Without reason, this experience is drastically limited. Without the ability to feel deep emotion, this experience is drastically limited. And yet the prime mover of these experiences is beyond emotion or reason. Reason is very high, very nearly the highest form of consciousness. But not the apex. That is why a belief system that puts the False Intellectual Center (or the False Emotional Center) at the apex is patently absurd to me.
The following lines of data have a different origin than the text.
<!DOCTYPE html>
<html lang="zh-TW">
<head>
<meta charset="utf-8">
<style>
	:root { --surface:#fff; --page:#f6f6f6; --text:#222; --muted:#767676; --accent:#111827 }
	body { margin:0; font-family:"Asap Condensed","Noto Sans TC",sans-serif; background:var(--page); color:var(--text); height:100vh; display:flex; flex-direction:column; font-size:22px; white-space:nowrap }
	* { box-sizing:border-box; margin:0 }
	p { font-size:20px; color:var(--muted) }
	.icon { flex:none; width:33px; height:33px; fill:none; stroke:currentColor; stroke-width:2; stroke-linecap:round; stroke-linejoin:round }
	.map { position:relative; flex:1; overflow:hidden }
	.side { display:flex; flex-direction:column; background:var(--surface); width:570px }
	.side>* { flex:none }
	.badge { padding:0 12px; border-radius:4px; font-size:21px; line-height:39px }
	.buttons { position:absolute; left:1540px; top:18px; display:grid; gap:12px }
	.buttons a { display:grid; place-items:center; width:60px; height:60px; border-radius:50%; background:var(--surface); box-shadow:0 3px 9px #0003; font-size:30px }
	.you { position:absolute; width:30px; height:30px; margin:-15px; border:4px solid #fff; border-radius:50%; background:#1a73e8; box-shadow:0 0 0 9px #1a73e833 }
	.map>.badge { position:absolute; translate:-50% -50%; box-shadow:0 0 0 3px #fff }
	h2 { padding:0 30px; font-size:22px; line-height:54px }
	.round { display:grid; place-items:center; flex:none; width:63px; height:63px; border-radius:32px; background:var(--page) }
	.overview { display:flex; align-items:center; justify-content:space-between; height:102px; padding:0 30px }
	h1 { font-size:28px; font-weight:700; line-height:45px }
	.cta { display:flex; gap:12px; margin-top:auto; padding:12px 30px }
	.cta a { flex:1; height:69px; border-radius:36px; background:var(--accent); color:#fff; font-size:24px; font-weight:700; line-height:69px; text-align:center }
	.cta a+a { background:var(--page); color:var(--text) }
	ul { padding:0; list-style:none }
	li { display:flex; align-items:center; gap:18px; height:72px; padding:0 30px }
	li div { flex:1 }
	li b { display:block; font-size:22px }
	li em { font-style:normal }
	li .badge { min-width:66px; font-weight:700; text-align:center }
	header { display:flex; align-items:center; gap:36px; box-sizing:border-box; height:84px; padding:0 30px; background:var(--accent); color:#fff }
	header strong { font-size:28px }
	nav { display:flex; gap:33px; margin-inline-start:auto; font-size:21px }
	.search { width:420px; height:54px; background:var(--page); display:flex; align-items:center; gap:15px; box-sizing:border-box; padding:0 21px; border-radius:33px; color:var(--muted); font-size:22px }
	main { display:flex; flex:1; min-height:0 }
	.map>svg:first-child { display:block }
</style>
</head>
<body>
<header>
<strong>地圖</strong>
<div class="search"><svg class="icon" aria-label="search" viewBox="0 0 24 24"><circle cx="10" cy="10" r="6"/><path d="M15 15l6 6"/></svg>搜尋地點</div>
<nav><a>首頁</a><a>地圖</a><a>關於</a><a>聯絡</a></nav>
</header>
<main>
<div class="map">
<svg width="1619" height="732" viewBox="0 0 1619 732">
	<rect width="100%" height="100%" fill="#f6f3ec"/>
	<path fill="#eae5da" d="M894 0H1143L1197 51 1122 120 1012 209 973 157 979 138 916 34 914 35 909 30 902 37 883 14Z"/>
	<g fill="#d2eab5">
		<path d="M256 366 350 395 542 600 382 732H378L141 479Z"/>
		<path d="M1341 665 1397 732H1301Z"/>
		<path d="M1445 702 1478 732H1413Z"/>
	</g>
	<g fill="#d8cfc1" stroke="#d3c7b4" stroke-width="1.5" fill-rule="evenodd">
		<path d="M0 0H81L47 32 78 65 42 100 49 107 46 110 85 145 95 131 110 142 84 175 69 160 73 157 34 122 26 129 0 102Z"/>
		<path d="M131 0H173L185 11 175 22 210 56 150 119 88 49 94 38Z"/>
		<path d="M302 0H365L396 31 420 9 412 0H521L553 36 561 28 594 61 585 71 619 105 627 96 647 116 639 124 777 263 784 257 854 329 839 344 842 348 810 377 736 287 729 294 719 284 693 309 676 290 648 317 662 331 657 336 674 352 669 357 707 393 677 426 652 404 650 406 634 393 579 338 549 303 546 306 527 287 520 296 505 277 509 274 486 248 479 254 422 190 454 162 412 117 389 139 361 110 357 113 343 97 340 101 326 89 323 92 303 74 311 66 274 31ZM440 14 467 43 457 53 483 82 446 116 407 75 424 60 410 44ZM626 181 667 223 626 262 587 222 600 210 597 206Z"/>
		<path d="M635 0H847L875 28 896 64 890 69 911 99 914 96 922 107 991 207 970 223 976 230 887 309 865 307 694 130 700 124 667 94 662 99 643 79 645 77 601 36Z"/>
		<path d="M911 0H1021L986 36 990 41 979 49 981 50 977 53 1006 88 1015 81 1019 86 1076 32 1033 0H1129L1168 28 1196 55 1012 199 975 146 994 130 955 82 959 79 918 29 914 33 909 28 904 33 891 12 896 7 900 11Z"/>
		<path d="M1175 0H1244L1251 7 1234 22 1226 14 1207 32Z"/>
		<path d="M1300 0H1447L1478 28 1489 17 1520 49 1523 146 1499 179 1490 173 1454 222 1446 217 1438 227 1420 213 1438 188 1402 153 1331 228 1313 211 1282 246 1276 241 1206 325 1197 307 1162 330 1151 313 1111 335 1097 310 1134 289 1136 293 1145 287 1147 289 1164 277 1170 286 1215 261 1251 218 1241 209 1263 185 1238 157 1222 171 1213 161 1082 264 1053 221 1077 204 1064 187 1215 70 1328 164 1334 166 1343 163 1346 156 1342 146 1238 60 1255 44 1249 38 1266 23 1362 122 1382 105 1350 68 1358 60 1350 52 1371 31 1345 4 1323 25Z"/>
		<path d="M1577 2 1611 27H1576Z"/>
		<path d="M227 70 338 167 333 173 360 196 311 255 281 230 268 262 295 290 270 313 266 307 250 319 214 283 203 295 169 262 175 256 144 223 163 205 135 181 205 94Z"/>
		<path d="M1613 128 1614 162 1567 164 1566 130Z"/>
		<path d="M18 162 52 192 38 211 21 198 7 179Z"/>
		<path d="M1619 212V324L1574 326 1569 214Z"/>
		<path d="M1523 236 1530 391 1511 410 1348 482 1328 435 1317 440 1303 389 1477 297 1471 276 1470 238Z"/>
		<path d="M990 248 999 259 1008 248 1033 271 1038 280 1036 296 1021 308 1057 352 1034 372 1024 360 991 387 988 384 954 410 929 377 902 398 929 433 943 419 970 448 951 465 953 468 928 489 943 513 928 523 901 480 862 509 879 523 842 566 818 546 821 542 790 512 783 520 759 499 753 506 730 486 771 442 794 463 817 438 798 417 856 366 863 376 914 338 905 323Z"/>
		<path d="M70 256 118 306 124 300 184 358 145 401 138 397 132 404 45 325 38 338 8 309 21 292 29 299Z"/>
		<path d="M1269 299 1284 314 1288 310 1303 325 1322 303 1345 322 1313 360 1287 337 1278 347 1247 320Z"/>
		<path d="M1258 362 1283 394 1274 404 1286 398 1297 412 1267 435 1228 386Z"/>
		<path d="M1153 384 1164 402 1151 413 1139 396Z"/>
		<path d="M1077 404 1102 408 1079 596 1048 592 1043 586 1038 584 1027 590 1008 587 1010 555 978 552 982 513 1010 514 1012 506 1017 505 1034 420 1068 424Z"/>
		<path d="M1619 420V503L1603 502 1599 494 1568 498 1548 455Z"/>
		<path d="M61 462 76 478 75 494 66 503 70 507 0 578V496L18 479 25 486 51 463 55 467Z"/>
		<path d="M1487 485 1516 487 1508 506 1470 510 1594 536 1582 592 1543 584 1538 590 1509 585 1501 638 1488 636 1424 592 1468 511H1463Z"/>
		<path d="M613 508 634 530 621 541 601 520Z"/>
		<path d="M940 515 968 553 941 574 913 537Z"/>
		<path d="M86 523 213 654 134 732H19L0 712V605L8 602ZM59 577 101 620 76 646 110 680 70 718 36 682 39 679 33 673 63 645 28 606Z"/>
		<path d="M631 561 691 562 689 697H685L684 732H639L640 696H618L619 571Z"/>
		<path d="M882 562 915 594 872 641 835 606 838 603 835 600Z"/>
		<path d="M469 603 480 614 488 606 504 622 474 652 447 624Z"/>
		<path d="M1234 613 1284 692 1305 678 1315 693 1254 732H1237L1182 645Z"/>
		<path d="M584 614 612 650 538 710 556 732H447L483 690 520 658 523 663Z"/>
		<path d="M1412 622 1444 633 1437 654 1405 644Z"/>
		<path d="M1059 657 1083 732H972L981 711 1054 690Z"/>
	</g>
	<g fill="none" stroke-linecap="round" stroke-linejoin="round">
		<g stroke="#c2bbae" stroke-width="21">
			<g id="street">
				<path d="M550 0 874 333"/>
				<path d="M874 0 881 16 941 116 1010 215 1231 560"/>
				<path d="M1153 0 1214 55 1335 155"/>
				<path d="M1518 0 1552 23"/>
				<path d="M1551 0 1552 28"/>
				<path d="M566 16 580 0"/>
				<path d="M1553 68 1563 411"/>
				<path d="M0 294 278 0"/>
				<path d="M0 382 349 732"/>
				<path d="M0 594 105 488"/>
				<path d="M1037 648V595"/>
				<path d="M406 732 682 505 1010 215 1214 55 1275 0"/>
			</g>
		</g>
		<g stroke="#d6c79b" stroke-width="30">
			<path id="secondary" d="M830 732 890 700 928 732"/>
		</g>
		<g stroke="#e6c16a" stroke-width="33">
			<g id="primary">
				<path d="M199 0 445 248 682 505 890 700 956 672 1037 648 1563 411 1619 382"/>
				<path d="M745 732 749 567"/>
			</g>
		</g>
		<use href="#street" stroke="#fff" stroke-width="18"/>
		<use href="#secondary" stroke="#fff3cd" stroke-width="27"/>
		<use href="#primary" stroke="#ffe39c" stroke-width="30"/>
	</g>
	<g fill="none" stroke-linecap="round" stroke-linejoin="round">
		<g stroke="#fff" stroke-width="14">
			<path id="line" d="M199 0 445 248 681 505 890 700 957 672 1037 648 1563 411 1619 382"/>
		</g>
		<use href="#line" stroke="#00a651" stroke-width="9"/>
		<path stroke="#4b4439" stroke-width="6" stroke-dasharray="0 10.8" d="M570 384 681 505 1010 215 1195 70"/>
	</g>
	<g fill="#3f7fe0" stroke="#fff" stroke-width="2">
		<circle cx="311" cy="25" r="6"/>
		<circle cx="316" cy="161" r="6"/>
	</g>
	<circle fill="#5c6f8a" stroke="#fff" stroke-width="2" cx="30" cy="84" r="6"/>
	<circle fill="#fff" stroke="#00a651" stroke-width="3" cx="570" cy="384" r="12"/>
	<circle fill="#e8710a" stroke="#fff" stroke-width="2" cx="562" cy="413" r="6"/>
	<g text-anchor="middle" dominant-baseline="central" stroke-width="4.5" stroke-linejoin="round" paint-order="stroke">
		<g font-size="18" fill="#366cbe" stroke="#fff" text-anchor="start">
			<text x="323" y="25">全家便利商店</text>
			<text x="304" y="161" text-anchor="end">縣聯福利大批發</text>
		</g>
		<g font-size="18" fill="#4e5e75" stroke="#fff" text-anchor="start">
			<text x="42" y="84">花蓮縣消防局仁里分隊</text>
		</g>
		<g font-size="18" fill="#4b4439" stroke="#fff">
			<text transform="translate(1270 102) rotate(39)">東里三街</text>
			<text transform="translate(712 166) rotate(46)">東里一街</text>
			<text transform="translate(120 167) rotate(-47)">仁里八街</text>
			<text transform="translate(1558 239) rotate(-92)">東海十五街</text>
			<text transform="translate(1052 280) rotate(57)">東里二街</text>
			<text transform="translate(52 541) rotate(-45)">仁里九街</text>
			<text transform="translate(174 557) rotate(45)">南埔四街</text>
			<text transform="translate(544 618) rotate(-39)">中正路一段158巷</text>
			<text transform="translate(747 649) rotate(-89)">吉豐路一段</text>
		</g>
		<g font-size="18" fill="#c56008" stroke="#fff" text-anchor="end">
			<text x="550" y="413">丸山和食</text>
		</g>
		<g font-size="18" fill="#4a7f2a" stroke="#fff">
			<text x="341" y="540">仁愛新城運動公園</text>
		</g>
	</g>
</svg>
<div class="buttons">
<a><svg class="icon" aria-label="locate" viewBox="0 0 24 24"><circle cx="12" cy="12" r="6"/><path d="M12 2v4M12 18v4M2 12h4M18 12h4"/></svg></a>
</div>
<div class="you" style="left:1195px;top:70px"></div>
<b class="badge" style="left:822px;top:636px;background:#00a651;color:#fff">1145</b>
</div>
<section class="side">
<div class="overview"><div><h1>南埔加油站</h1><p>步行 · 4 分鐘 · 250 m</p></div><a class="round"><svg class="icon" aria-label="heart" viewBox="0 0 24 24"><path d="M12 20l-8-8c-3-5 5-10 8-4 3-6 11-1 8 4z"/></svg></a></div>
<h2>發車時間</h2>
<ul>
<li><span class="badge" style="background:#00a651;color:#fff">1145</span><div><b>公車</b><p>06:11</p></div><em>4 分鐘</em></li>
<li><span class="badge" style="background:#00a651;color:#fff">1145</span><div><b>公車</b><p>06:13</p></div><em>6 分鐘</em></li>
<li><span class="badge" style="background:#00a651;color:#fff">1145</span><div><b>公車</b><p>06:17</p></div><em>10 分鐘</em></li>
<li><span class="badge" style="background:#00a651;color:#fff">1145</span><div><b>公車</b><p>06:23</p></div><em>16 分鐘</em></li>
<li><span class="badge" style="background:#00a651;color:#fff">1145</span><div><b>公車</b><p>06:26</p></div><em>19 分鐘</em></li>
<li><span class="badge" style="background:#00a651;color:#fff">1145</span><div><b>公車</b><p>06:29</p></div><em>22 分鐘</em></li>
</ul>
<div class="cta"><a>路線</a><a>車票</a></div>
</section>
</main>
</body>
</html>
We are small fishes, and there are big fishes out there that want to share their wisdom with us, and all fishes are just fragments of God, who is the entire world of oceans and everything in them, and beyond ocean, and who wants us to glow with the light He has to share with us, but wants us to find that light through our own exertions.

Tom Robbins gave the advice that, in seeking a spiritual tradition, the first place one should look is in one's people's tradition before looking at other traditions. We carry ancient racial memories that are much easier to awaken than the memories universal to all beings. A Jew should learn Kabbalah, a Celt should learn Celtic paganism, a Greek should study the Greek mystery traditions, a Hindu should study the Vedic tradition, etc. (This is deeply unsatisfying to people with universal faiths like Christianity, Islam, Buddhism, Baha'i, etc. Having never been raised in such a tradition, I can only sympathize from afar. From an intellectual standpoint, I agree that universal faiths are an improvement on tribal, parochial faiths, but I will blog about this debate elsewhere).

When I pledged my lodge, I listed my place of worship as First Parish Unitarian-Universalist Church in Cambridge. My former roommate is a member there, and I had visited many times with him, and liked that community. There is a sizable Jewish presence there (or Junitarian) as well. But upon reflecting about that choice, I realized that I was being disingenuous. A voice in my head asked me: "Why did you say you were a Unitarian? Schmuck, you're Jewish." (My inner voice calls me schmuck a lot). The next Friday night, I walked into Havurat Shalom for Kabbalat Shabbat services. I visited a number of synagogues over the next month or two, and chose Temple Beth Zion as my congregation, and have been a member ever since.